Cut to Karen Bacala's funeral, where Bobby is sobbing in the front row. He gets up to kneel beside her casket, and a close-up reveals that Rico could apparently get a lot of work in New Jersey. As he bawls into the casket, the wives sit near the back and gossip amongst themselves. Except for Adriana, that is, who's sitting silently beside them in a low-cut dress, hoping that the wire she's wearing isn't poking out from inside her cleavage. Several minutes of extensive research on my part determines that it isn't, and I finally decide to unpause the TiVo. Mrs. Little Stevie wanders over, and relates an anecdote about a telephone conversation she overheard in which Silvio mocked Bobby for being the only one of the gang without a mistress. Carmela turns to ask who he was talking to, but Mrs. Little Stevie doesn't know. Just for kicks, I'm gonna assume it was Clarence Clemmons. Or maybe Roy Rogers. Anyway, it's not like Carmela didn't already know Tony cheats on her.
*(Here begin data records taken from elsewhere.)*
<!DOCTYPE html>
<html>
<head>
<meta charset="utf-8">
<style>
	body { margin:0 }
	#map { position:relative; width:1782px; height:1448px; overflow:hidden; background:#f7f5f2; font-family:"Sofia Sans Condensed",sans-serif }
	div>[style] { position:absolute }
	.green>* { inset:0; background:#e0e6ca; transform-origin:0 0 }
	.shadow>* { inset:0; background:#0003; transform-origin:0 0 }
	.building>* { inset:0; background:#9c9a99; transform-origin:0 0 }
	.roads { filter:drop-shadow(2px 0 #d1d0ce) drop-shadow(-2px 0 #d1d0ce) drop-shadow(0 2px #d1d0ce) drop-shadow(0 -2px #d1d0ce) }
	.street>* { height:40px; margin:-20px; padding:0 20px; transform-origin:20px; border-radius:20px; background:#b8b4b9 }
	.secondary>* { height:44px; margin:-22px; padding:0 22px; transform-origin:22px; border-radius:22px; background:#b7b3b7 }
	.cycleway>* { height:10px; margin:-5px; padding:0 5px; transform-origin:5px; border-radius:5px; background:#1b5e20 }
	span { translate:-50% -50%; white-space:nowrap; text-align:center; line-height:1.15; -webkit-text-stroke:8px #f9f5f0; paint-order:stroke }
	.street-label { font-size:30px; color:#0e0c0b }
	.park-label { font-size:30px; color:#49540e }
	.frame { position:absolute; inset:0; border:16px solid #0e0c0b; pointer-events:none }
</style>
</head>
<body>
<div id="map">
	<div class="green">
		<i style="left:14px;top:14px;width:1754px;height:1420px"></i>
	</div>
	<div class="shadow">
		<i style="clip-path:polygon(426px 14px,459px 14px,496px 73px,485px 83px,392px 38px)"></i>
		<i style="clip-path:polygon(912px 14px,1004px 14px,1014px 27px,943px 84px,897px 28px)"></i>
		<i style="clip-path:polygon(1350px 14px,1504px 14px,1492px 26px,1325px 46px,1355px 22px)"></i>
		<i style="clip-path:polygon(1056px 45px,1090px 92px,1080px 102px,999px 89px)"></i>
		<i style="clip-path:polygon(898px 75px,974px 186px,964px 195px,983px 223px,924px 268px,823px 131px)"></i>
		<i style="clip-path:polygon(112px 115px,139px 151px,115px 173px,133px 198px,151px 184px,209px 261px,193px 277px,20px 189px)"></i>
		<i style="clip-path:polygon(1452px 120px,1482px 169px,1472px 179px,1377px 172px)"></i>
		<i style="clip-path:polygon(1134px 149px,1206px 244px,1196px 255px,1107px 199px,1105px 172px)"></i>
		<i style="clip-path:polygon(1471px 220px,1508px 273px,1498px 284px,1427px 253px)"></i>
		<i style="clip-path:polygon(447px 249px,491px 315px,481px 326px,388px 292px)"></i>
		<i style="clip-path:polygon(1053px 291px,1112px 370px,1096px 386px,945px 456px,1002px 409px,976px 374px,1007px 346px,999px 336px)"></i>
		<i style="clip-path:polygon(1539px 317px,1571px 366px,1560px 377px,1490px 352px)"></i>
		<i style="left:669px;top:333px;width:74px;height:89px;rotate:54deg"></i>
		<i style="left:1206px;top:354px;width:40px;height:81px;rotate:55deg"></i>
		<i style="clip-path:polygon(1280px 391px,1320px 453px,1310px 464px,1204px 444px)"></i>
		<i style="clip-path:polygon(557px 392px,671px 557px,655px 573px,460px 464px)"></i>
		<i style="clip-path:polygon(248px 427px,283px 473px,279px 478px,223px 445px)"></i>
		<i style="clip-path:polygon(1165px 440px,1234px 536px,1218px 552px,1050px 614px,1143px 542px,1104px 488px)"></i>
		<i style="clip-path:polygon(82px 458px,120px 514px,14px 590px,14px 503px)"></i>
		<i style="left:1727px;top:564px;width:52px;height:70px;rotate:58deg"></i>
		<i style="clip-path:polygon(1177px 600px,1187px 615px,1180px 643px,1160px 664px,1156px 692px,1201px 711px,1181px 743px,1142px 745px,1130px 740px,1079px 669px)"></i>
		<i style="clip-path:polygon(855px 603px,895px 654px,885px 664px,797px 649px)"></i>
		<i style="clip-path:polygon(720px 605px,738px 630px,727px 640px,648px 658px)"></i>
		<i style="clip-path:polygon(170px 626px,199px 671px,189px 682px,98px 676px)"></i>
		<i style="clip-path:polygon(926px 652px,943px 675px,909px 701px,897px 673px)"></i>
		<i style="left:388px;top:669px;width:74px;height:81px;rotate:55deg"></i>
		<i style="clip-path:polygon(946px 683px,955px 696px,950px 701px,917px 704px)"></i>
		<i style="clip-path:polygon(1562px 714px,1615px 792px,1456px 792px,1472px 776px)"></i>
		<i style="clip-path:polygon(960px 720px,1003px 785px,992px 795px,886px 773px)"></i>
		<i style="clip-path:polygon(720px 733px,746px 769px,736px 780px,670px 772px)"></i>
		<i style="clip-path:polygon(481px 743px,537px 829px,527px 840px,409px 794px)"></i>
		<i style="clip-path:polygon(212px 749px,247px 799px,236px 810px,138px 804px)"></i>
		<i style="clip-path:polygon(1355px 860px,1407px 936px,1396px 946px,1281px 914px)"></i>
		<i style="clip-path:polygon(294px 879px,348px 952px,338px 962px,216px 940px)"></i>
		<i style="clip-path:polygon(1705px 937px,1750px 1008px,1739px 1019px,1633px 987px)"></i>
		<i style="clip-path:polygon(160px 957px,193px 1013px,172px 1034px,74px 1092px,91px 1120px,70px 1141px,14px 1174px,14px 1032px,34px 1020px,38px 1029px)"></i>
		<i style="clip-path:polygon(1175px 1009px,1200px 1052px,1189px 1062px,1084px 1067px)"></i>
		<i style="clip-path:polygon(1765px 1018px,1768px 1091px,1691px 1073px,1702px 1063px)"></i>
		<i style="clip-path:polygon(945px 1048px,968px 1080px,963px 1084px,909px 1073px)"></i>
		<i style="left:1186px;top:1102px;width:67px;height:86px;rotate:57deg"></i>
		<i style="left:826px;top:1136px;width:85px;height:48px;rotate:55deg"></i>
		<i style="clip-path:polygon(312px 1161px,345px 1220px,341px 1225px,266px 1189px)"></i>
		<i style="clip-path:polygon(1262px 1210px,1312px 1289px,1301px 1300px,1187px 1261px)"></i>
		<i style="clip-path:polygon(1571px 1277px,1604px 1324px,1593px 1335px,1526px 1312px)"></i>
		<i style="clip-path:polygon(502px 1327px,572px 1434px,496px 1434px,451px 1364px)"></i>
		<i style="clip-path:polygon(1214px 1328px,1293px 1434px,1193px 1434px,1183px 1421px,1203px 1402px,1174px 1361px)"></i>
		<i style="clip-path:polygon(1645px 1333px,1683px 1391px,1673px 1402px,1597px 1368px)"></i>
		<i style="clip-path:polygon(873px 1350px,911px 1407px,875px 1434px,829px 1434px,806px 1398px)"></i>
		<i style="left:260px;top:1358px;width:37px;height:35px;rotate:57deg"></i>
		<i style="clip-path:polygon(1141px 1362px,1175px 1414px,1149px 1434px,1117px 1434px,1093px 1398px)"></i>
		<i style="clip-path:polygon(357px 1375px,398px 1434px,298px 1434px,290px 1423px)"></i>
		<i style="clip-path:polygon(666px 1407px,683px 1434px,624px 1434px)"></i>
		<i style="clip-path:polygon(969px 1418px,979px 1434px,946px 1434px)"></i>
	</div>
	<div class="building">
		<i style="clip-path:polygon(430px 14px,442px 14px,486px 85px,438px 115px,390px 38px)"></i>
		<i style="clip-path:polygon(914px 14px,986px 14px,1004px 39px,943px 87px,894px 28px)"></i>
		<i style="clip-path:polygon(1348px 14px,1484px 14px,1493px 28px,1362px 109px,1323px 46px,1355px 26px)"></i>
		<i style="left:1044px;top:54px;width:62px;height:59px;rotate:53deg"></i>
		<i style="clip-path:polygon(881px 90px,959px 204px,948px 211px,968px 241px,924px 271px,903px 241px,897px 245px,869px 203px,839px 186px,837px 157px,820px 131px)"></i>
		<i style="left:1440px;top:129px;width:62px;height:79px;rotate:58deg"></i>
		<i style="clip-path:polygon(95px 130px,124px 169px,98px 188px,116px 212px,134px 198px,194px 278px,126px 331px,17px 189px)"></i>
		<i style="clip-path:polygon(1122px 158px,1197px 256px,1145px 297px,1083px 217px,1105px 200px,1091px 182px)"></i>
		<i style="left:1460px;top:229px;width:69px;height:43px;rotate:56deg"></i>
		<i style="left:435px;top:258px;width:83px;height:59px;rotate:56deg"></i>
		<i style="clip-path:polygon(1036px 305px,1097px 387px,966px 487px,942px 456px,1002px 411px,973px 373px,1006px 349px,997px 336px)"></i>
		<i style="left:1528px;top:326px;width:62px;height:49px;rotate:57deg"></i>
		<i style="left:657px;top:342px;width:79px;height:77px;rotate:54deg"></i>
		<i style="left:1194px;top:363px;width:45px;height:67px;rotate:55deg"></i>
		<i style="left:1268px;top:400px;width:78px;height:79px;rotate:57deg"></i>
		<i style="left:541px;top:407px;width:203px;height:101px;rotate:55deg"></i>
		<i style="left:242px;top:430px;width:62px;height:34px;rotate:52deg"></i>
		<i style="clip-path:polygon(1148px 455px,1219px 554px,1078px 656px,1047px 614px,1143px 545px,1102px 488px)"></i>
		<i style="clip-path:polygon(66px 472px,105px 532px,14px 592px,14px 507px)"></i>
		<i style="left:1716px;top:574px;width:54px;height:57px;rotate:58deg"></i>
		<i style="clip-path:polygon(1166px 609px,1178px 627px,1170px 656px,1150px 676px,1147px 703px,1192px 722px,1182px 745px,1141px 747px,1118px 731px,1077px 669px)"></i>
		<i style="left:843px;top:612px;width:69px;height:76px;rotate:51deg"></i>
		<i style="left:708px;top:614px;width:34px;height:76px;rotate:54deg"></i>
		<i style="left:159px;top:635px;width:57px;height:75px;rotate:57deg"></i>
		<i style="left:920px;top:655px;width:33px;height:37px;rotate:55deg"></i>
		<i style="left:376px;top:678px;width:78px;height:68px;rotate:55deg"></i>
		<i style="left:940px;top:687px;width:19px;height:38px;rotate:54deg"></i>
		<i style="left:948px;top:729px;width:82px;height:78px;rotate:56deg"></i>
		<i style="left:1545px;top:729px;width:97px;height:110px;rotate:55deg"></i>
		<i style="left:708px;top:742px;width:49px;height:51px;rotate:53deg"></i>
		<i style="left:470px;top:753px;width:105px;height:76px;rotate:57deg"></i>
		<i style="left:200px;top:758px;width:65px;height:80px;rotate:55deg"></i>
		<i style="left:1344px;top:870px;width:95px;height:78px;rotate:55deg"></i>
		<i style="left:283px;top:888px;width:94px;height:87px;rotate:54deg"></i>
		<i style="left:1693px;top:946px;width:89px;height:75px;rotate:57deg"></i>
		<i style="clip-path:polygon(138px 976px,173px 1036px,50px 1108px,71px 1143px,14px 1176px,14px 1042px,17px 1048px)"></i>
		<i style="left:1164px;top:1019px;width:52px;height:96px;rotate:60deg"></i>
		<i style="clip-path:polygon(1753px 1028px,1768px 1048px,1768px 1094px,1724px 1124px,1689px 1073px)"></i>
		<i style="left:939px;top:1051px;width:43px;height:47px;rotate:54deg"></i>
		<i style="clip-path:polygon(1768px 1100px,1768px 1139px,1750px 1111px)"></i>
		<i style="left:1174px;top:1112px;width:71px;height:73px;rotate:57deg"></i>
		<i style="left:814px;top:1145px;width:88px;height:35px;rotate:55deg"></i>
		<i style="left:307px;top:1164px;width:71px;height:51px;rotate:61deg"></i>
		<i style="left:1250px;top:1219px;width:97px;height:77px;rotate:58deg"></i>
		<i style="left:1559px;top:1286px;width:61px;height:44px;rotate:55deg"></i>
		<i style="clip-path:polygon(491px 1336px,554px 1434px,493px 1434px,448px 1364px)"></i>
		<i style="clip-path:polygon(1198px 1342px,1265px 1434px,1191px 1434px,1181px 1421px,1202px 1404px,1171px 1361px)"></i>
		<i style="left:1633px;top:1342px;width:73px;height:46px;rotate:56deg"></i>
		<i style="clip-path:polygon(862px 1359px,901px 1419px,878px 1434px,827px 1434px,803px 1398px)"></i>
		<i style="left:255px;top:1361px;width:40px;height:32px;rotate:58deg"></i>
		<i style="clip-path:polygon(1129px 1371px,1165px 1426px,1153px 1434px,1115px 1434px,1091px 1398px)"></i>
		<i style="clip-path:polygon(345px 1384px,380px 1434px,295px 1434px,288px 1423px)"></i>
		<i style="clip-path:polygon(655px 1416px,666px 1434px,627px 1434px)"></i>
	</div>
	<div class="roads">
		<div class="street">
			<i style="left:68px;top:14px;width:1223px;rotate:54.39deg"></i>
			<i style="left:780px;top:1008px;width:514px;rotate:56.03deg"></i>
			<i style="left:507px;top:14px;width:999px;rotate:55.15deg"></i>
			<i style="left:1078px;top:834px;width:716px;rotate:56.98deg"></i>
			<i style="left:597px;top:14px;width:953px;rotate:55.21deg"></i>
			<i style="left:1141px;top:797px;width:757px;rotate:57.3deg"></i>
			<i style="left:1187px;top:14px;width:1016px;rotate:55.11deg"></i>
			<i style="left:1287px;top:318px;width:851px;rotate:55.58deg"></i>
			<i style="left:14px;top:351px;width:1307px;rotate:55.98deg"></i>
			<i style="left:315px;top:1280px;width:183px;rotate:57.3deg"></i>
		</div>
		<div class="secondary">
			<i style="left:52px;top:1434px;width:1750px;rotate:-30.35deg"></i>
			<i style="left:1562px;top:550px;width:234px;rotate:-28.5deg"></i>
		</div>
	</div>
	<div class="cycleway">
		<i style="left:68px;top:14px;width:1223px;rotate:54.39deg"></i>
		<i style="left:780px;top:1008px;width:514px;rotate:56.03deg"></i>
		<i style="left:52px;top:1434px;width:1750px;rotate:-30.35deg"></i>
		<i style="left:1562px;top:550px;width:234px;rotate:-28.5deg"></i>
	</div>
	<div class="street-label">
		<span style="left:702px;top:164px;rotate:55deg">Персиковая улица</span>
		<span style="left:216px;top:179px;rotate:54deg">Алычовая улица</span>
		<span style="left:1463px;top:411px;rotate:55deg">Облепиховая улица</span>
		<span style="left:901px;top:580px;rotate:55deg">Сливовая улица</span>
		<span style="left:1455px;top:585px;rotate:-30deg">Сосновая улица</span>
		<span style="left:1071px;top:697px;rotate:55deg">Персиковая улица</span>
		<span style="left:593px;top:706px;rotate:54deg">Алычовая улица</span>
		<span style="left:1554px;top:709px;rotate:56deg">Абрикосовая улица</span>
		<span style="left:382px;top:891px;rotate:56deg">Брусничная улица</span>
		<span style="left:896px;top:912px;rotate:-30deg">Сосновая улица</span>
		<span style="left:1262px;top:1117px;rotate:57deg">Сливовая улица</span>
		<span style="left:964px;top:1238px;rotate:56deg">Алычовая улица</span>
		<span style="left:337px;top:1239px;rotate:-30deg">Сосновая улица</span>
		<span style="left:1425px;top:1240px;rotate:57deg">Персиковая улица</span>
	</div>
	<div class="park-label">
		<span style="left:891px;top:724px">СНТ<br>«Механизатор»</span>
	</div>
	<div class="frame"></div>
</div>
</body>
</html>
Out in the hall, Johnny Sack is signing the guest book when Joey Pants comes over and starts babbling to him about whatever excuse Michael Imperioli came up with to put the two of them in the same scene. Johnny answers him with an insouciant, "Stick it in your ass!" and then warns Tony to "Keep him the hell away from me." Tony immediately turns to Joey and demands to know what he did this time, but Joey swears he has no idea. "And I've got better shit to do," sighs Joey. You mean like Janice? "Something's going on," opines Silvio, and Tony connects the dots with Carmine knowing about his plans for Frelinghuysen Avenue. "Somebody's talking to much," he spits, after cueing the promo department to mark this particular section of tape. "And it's costing me money."